EUROPEAN Union governments are piecing together a possible €25bn rescue package for Greece as they demand it first intensifies efforts to slash the bloc's biggest budget deficit.
As EU Monetary Affairs Commissioner Olli Rehn flew into Athens last night for talks, German lawmakers said euro-area officials are crafting a plan to grant Greece about €25bn in aid should the need arise, possibly by using state-owned lenders such as Germany's KfW Group to buy its debt.
Luxembourg Prime Minister Jean-Claude Juncker signalled yesterday that Mr Rehn will use his visit to warn Greece it must do more to regain control of its budget and can't rely on taxpayers elsewhere. Adding to the political pressure, the fiscal strategy of Greek Prime Minister George Papandreou's government may soon be tested by investors as it readies a sale of as much as €5bn of 10-year bonds.
"Greece won't be allowed to sink on the condition it respects its commitments to stabilise its budget," French finance minister Christine Lagarde said yesterday.
"We have a certain number of proposals in the euro zone, involving either private partners or public."
Mr Rehn arrives in the Greek capital after a week in which EU officials pored over the government's books to verify it's doing enough to knock four percentage points off its budget deficit from last year's 12.7pc of gross domestic product.
The country has until March 16 to satisfy other governments and risks being pushed to increase consumer taxes and cut capital spending if it can't show sufficient progress.
"Markets still don't believe that the Greek people are willing to accept such bitter medicine or that the government has the will to see this through," said Razeen Sally, co-director of the Brussels-based European Centre for International Political Economy.
Mr Juncker, who speaks for euro-area finance ministers, indicated more will be demanded.

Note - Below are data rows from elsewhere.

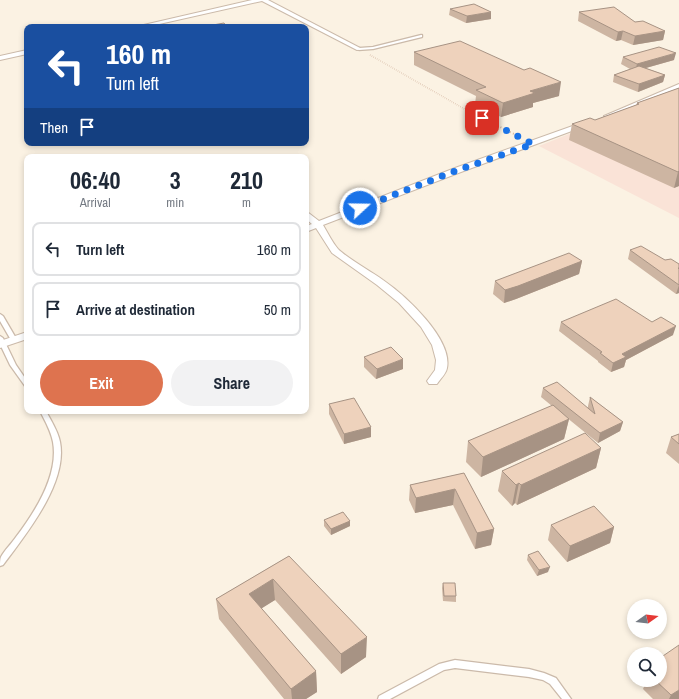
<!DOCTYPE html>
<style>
:root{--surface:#fff;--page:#f2f2f3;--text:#1f2937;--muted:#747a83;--line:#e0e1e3;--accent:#de734f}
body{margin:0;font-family:"Archivo Narrow",sans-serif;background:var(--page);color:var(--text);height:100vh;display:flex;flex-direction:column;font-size:15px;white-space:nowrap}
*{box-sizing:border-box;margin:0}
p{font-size:13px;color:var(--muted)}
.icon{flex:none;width:22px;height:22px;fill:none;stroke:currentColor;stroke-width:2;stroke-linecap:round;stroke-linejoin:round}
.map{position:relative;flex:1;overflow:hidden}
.drawer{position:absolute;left:24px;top:154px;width:285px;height:260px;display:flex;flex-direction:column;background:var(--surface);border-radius:8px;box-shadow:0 2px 6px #0003}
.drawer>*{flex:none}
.top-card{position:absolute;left:24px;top:24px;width:285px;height:122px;border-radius:8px;box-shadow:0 2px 6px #0003;background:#1a4fa0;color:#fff;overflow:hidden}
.needle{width:26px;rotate:76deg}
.buttons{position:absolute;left:627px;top:599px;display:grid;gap:8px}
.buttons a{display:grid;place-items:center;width:40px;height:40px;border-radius:50%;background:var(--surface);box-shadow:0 2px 6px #0003;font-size:20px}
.pin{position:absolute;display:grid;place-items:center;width:34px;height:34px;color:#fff;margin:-17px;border-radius:8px;box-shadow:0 2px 6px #0006}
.me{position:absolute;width:44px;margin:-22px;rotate:69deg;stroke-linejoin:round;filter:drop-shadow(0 0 3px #0008)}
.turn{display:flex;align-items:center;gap:14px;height:84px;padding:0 16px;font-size:18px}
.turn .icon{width:52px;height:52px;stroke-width:2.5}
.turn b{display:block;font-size:28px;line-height:34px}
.then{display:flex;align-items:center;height:38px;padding:0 16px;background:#0003;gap:8px;font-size:15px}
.eta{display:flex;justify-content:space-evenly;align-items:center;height:68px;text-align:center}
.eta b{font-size:24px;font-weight:800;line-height:28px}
.action{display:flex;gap:8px;margin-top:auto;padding:8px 16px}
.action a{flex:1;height:46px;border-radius:24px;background:var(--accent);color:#fff;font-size:16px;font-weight:800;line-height:46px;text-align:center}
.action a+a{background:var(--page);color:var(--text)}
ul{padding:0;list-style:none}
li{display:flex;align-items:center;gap:12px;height:54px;margin:0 8px 6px;padding:0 8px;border:2px solid var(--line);border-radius:8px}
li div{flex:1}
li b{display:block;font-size:15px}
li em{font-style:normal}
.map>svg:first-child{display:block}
.commercial{fill:#fae3d7}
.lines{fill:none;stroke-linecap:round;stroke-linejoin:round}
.lane-casing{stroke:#cbbaaa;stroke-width:2.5}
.street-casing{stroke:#cbbaaa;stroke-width:2}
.path-far1{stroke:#d3b5a0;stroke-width:1.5;stroke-dasharray:0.5 1.5;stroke-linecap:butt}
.path{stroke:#d3b5a0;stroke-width:2;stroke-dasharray:1 2.5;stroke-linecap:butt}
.lane{fill:#fff;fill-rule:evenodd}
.street{fill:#fff;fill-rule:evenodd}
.wall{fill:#cdb5a2}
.shaded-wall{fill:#a79384}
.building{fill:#eed2bc;stroke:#a79384}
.route{stroke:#1a73e8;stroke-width:7;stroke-dasharray:0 12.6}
</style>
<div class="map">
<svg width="679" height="699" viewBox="0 0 679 699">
<rect width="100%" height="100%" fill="#fbf2e3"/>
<path class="commercial" d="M 679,90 L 679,218 L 539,146 Z"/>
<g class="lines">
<g class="lane-casing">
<path id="lane" d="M 421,35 L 422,35 L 422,37 L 373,49 L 359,50 L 357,49 L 359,48 L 373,47 Z
M 0,314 L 3,316 L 17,340 L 16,341 L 12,341 L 11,340 L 0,321 Z
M 0,336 L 3,338 L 16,365 L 27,381 L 27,387 L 25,386 L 10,365 L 0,344 Z
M 40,411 L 46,411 C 51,421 58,431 60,442 C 68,483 26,534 3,565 L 0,566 C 0,563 0,559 1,557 C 4,551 12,543 16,537 C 35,512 59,475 53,442 C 51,431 45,421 40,411 Z
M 455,660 L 529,669 L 544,673 L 556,678 L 571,699 L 562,699 L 550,684 L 543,680 L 529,677 L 455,668 L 444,670 L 390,699 L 378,699 L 379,696 L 439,664 Z"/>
</g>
<g class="street-casing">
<path id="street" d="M 252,0 L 268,0 L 362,49 L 357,50 L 262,1 L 146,27 L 135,27 Z
M 27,50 L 27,54 L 0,60 L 0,56 Z
M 679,84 L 679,88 L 611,118 L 605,118 L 604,116 Z
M 581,123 L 587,123 L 588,125 L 461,172 L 323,225 C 328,233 332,242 338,249 C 347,258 372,272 383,280 C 405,295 453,339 447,368 C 446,374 440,379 437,384 L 429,384 L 427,381 L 435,370 L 436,360 L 432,345 L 421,327 L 399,303 L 377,285 L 332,253 L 316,228 L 306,232 L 306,226 L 312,224 L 306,219 L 306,211 L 319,221 L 455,168 Z
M 27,332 L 27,339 L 0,348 L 0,341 Z"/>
</g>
<path class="path-far1" d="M 370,55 L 468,111"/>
<path class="path" d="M 466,110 L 522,138"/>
<use href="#lane" class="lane"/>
<use href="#street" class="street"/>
</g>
<path class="wall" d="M 450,9 L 491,19 L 466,23 L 449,15 Z
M 579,12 L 635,22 L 665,31 L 663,40 L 633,45 L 621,40 L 616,41 L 578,21 Z
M 414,52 L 559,96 L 533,103 L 533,107 L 501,117 L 475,104 L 476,96 L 414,65 Z
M 623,57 L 674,60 L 646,68 L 665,75 L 663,82 L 638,92 L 613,82 L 614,75 L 630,69 L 621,64 Z
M 679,88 L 679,186 L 674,188 L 569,140 L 572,124 L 595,120 L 636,105 L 637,103 Z
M 630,250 L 679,264 L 679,293 L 676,294 L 628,259 Z
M 582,261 L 579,274 L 516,299 L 504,303 L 493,294 L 495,281 Z
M 561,322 L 673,335 L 626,360 L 624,367 L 611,372 L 598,362 L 598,361 L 559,331 Z
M 364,357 L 403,369 L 376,379 L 364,367 Z
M 543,388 L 588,408 L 588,406 L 590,397 L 623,422 L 620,431 L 598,443 L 566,417 L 569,419 L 564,439 L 481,477 L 466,462 L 468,441 L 552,406 L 541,397 Z
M 329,404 L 371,437 L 344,444 L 329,414 Z
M 679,434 L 679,464 L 666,453 L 671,437 Z
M 601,448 L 596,468 L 517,505 L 515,503 L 512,506 L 498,491 L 502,471 Z
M 464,473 L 494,529 L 491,545 L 475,549 L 453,505 L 415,513 L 409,500 L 410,485 Z
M 324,520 L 350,521 L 350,526 L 331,535 L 324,526 Z
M 551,525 L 614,527 L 610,543 L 567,562 L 548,540 Z
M 528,555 L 548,572 L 537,576 L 527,560 Z
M 289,556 L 366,657 L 341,674 L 275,600 L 261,608 L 316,671 L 317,692 L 306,699 L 284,699 L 219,619 L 216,599 Z
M 443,583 L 456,596 L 456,602 L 443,601 L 442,588 Z
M 660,658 L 679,699 L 653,699 L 643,689 L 647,680 L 660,680 Z"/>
<path class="shaded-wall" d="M 491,12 L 491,19 L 466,23 L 467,16 Z
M 623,31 L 621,40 L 616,41 L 618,32 Z
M 665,31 L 663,40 L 633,45 L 635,36 Z
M 676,53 L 674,60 L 635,71 L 637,64 Z
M 665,75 L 663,82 L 638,92 L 639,84 Z
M 561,82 L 559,96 L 533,103 L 533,107 L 501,117 L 503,103 L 530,91 Z
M 679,171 L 679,186 L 674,188 L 678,172 Z
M 582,261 L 579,274 L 516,299 L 504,303 L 505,290 Z
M 679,285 L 679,293 L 676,294 Z
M 676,326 L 673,335 L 626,360 L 624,367 L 611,372 L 613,363 L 622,354 Z
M 403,359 L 403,369 L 376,379 L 377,369 Z
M 569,419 L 564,439 L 481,477 L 483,457 Z
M 623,422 L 620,431 L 598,443 L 600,433 Z
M 371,427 L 371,437 L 344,444 L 344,434 Z
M 601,448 L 596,468 L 517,505 L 521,485 Z
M 519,483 L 515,503 L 512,506 L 516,485 Z
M 455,489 L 453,505 L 415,513 L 416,498 Z
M 350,521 L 350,526 L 331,535 L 331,529 Z
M 614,527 L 610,543 L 567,562 L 570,546 Z
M 494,529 L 491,545 L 475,549 L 477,533 Z
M 550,567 L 548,572 L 537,576 L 539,570 Z
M 273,579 L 275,600 L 251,615 L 249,594 Z
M 367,637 L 366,657 L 341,674 L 341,654 Z
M 316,671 L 317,692 L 306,699 L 292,699 L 291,689 Z
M 679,690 L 679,699 L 669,699 L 671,695 Z"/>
<path class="building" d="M 474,4 L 491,12 L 467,16 L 450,9 Z
M 614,7 L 635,22 L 643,21 L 665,31 L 635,36 L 623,31 L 618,32 L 579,12 Z
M 224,23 L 227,27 L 202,27 Z
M 460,41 L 524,70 L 530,68 L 561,82 L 530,91 L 535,93 L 503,103 L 476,90 L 486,87 L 414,52 Z
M 659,47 L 676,53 L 637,64 L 623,57 Z
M 639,66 L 665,75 L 639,84 L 614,75 Z
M 679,88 L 679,171 L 678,172 L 572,124 L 590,118 L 595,120 L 639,104 L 637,103 Z
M 641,246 L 665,260 L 671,259 L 679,264 L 679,268 L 678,268 L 679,269 L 679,285 L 630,250 Z
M 569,253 L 582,261 L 518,286 L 505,290 L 495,281 Z
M 616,299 L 652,322 L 661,317 L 676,326 L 622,354 L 626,357 L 613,363 L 600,353 L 602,352 L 561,322 Z
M 391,347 L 403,359 L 377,369 L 364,357 Z
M 557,382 L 595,414 L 590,397 L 623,422 L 600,433 L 543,388 Z
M 354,398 L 371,427 L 344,434 L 329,404 Z
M 553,405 L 569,419 L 483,457 L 468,441 Z
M 585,433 L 601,448 L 521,485 L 519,483 L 516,485 L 502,471 Z
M 679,434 L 679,444 L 671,437 Z
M 464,473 L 494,529 L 477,533 L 455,489 L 416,498 L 410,485 Z
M 594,506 L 614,527 L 570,546 L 551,525 Z
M 343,512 L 350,521 L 331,529 L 324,520 Z
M 538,551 L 550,567 L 539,570 L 528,555 Z
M 289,556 L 367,637 L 341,654 L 273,579 L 249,594 L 316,671 L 291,689 L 216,599 Z
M 443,583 L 455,583 L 456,596 L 444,596 Z
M 679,645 L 679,690 L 671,695 L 655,680 L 660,680 L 660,666 L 663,664 L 660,662 L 660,658 Z"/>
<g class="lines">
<path class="route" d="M 360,208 L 458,170 L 533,144 L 482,118"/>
</g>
</svg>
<div class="buttons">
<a><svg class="needle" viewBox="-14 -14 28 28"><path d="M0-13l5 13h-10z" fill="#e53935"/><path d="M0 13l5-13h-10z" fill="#747a83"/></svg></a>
<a><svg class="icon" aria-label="search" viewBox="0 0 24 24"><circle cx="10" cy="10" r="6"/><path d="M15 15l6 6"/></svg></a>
</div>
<div class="pin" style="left:482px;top:118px;background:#d93025"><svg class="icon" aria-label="arrive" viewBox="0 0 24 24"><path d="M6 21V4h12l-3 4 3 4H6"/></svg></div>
<svg class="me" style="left:360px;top:208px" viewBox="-20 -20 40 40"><circle r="17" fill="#1a73e8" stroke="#fff" stroke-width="3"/><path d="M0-11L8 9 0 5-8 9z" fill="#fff"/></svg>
<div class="top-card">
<div class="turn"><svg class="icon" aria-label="left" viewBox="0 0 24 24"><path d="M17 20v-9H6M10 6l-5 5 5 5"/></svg><div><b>160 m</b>Turn left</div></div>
<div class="then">Then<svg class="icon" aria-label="arrive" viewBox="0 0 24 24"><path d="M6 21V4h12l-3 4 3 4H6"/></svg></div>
</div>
<section class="drawer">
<div class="eta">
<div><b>06:40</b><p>Arrival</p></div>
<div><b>3</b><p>min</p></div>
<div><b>210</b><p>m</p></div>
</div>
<ul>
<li><svg class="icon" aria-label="left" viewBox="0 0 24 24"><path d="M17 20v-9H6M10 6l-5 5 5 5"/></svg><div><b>Turn left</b></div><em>160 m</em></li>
<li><svg class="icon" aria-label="arrive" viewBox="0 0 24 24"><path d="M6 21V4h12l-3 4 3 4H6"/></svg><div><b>Arrive at destination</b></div><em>50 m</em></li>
</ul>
<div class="action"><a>Exit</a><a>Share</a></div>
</section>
</div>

Greece needs to "take additional actions" to reduce its shortfall and "must understand that the taxpayer in Germany, Belgium or Luxembourg isn't prepared to correct the mistakes of Greek fiscal policy," he told Greek newspaper 'Eleftherotypia'.
Greece needs to raise €53bn this year and faces more than €20bn of bond redemptions by the end of May. It vows to reduce its budget gap below the EU limit of 3pc of GDP in 2012.
KfW's purchase of Greek bonds, backed by German government guarantees, would be an emergency measure as it would risk inviting investors to speculate against other euro- region countries.
France's state-owned Caisse des Depots may also be involved, Greece's 'Ta Nea' newspaper reported over the weekend, while the 'Wall Street Journal' said the plan may run as large as €30bn.
Complicating Greece's efforts this week were warnings from Standard & Poor's and Moody's that they may soon cut the country's debt rating.